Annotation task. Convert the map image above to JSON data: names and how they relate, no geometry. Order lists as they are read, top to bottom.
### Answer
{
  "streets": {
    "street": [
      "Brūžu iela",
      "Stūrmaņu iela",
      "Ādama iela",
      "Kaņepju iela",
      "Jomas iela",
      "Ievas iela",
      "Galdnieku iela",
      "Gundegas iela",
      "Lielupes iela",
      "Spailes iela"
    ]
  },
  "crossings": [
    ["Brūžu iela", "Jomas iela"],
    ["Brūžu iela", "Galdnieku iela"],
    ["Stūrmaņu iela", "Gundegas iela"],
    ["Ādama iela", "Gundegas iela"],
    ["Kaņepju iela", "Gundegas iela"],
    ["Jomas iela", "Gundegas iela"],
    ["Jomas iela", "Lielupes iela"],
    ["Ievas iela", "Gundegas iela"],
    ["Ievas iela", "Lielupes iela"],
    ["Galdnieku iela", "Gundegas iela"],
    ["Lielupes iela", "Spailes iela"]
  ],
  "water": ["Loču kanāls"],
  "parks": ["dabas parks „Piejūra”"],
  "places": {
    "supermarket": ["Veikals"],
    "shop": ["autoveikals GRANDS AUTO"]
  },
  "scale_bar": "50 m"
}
------------------------------------------------
● **WHAT YOU WILL DO**:
Copy out each record word for word.

● **ANSWER TO THE PROBLEM**:
Annotation task. Convert the map image above to JSON data: names and how they relate, no geometry. Order lists as they are read, top to bottom.
### Answer
{
  "streets": {
    "street": [
      "Brūžu iela",
      "Stūrmaņu iela",
      "Ādama iela",
      "Kaņepju iela",
      "Jomas iela",
      "Ievas iela",
      "Galdnieku iela",
      "Gundegas iela",
      "Lielupes iela",
      "Spailes iela"
    ]
  },
  "crossings": [
    ["Brūžu iela", "Jomas iela"],
    ["Brūžu iela", "Galdnieku iela"],
    ["Stūrmaņu iela", "Gundegas iela"],
    ["Ādama iela", "Gundegas iela"],
    ["Kaņepju iela", "Gundegas iela"],
    ["Jomas iela", "Gundegas iela"],
    ["Jomas iela", "Lielupes iela"],
    ["Ievas iela", "Gundegas iela"],
    ["Ievas iela", "Lielupes iela"],
    ["Galdnieku iela", "Gundegas iela"],
    ["Lielupes iela", "Spailes iela"]
  ],
  "water": ["Loču kanāls"],
  "parks": ["dabas parks „Piejūra”"],
  "places": {
    "supermarket": ["Veikals"],
    "shop": ["autoveikals GRANDS AUTO"]
  },
  "scale_bar": "50 m"
}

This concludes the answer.